Your tone suggested I perhaps offended, so sorry if that's the case-  The choice that I was suggesting obviously different from what your family has chosen which must about your nose out of joint a bit.

I actually have four children.   All the result of the commitment I made to my wife 30 years ago.  If we started debating the importance of wedding day versus date of birth, I think we take this thread off topic, don't we? 

By the way, who said it had to be either/or?   Why not hire a pro to get those great shots, and put out disposable cameras as well?


----------



## waday (Jan 20, 2016)

The most important day of my life was the day I was born. If that day didn't happen, nothing else would matter.


----------



## Peeb (Jan 20, 2016)

gsgary said:


> I had a fantastic photographer for my first wedding he cost £500 back in 1984 and it was shot on wonderful film with a Hasleblad , the wedding album is ploughed into a landfill site somewhere now
> I don't need awful shots against the sun **** like I see on here all the time, as above my children's births are more important than my wedding day


I'm not suggesting that your choice on your second wedding was wrong.   It obviously worked perfectly for you under circumstances I now understand.

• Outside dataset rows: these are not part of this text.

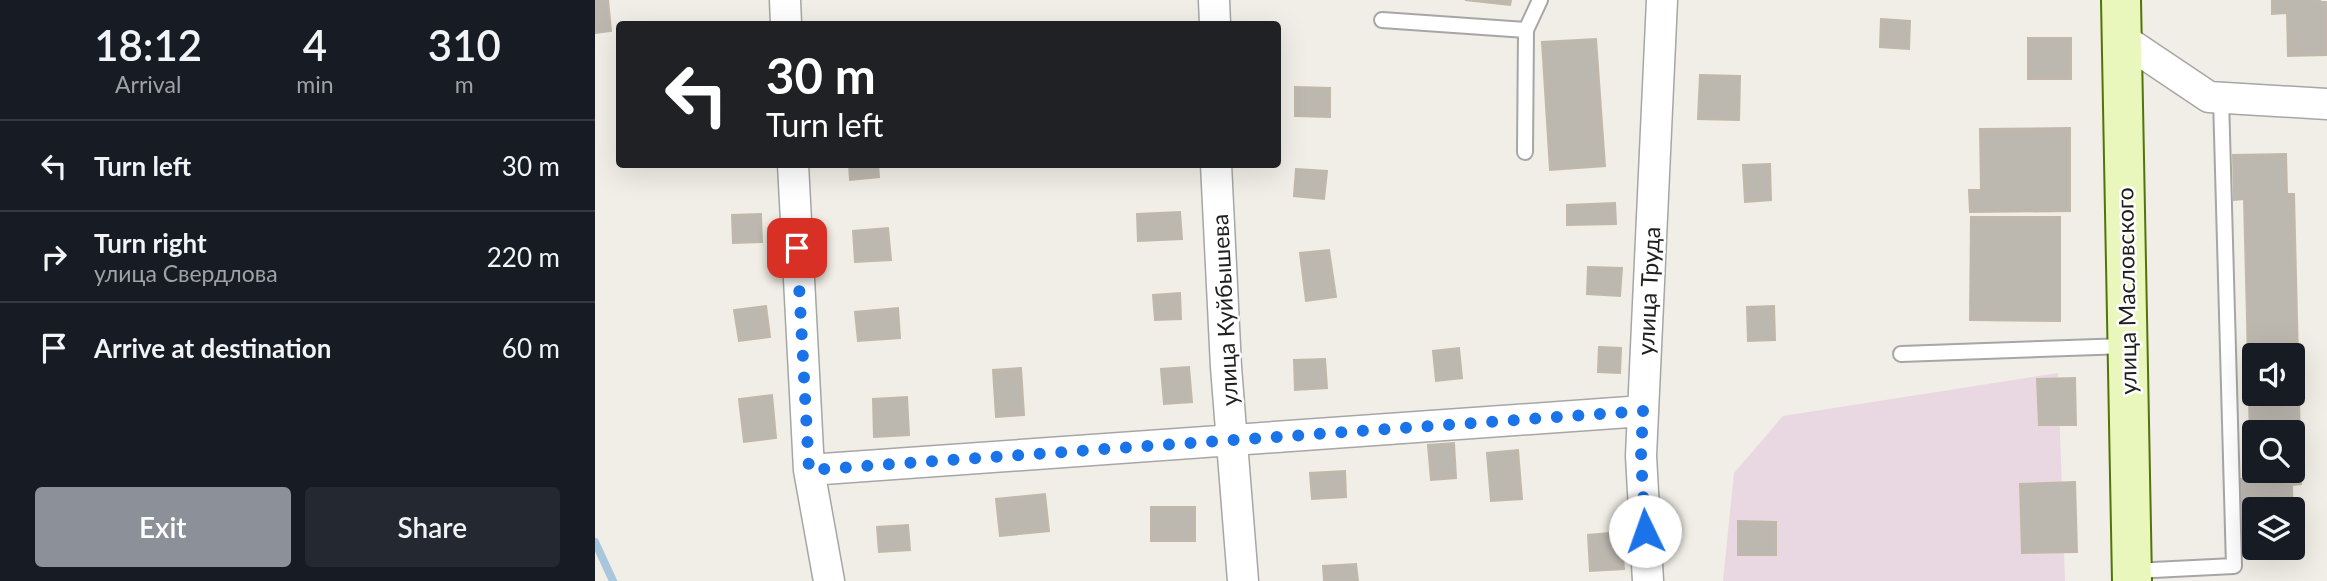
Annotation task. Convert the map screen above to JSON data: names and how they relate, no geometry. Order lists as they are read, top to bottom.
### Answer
{
  "streets": {
    "street": ["улица Труда", "улица Масловского", "улица Куйбышева"]
  },
  "page": {
    "eta": [
      "18:12",
      "Arrival",
      "4",
      "min",
      "310",
      "m"
    ],
    "turn": ["30 m", "Turn left"],
    "list": [
      {
        "name": "Turn left",
        "value": "30 m"
      },
      {
        "name": "Turn right",
        "note": "улица Свердлова",
        "value": "220 m"
      },
      {
        "name": "Arrive at destination",
        "value": "60 m"
      }
    ],
    "buttons": ["Exit", "Share"]
  }
}
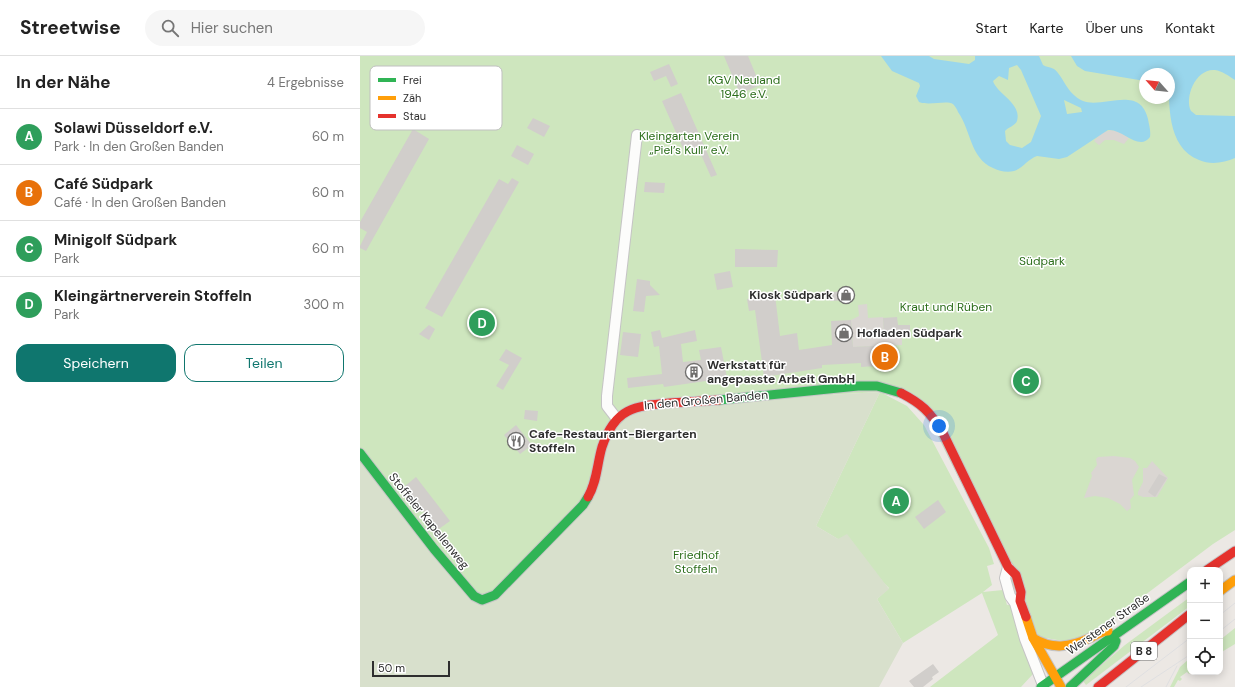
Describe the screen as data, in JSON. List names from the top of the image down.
{
  "streets": {
    "street": [
      "In den Großen Banden",
      "Stoffeler Kapellenweg",
      "Werstener Straße",
      "B 8"
    ]
  },
  "crossings": [
    ["In den Großen Banden", "Stoffeler Kapellenweg"],
    ["In den Großen Banden", "Werstener Straße"]
  ],
  "parks": [
    "KGV Neuland 1946 e.V.",
    "Kleingarten Verein „Piel’s Kull“ e.V.",
    "Südpark",
    "Kraut und Rüben",
    "Friedhof Stoffeln"
  ],
  "places": {
    "shop": ["Kiosk Südpark", "Hofladen Südpark"],
    "building": ["Werkstatt für angepasste Arbeit GmbH"],
    "restaurant": ["Cafe-Restaurant-Biergarten Stoffeln"]
  },
  "legend": ["Frei", "Zäh", "Stau"],
  "scale_bar": "50 m",
  "north": "top left",
  "page": {
    "header": "Streetwise",
    "search": "Hier suchen",
    "nav": [
      "Start",
      "Karte",
      "Über uns",
      "Kontakt"
    ],
    "heading": ["In der Nähe", "4 Ergebnisse"],
    "list": [
      {
        "mark": "A",
        "name": "Solawi Düsseldorf e.V.",
        "note": "Park · In den Großen Banden",
        "value": "60 m"
      },
      {
        "mark": "B",
        "name": "Café Südpark",
        "note": "Café · In den Großen Banden",
        "value": "60 m"
      },
      {
        "mark": "C",
        "name": "Minigolf Südpark",
        "note": "Park",
        "value": "60 m"
      },
      {
        "mark": "D",
        "name": "Kleingärtnerverein Stoffeln",
        "note": "Park",
        "value": "300 m"
      }
    ],
    "pins": [
      "D",
      "B",
      "C",
      "A"
    ],
    "buttons": ["Speichern", "Teilen"],
    "map_buttons": ["+", "−"],
    "scale": "50 m"
  }
}
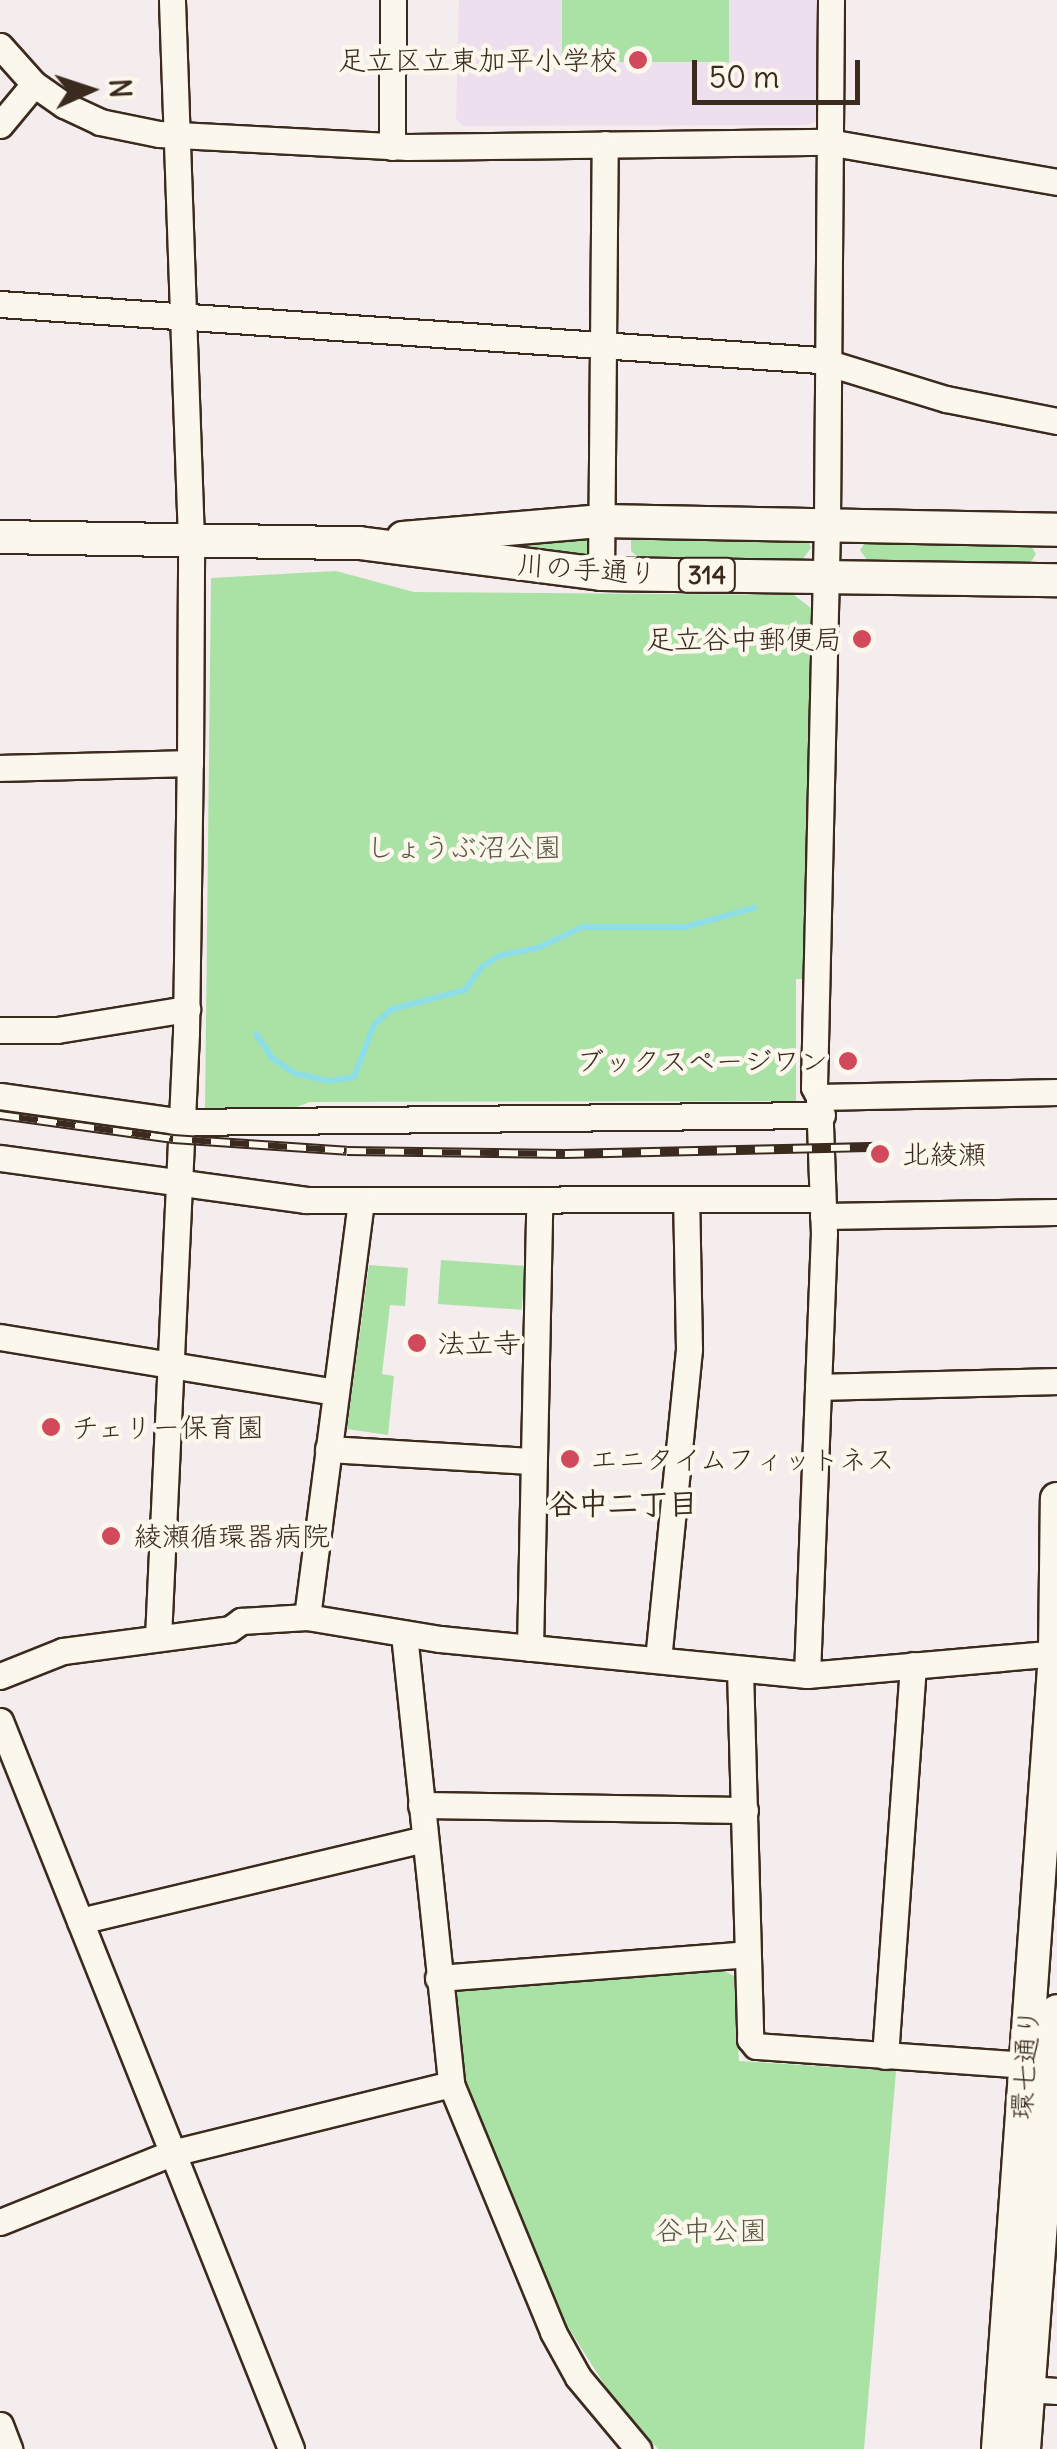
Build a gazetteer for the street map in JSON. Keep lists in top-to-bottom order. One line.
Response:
{"streets":{"main road":["川の手通り","314","環七通り"]},"districts":["谷中二丁目"],"parks":["しょうぶ沼公園","谷中公園"],"places":["足立区立東加平小学校","足立谷中郵便局","ブックスページワン","北綾瀬","法立寺","チェリー保育園","エニタイムフィットネス","綾瀬循環器病院"],"scale_bar":"50 m","north":"right"}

I know that about 50% of all marriages end in divorce, tragically.   However, as youngsters getting married for the first time I would think/hope that most folks at least intend at that time for the union to hold up, which would lean in favor of trying to save some "forever" memories. I would would hate to think they would pause at spending the photo $$ due to suspicions that it might all go South.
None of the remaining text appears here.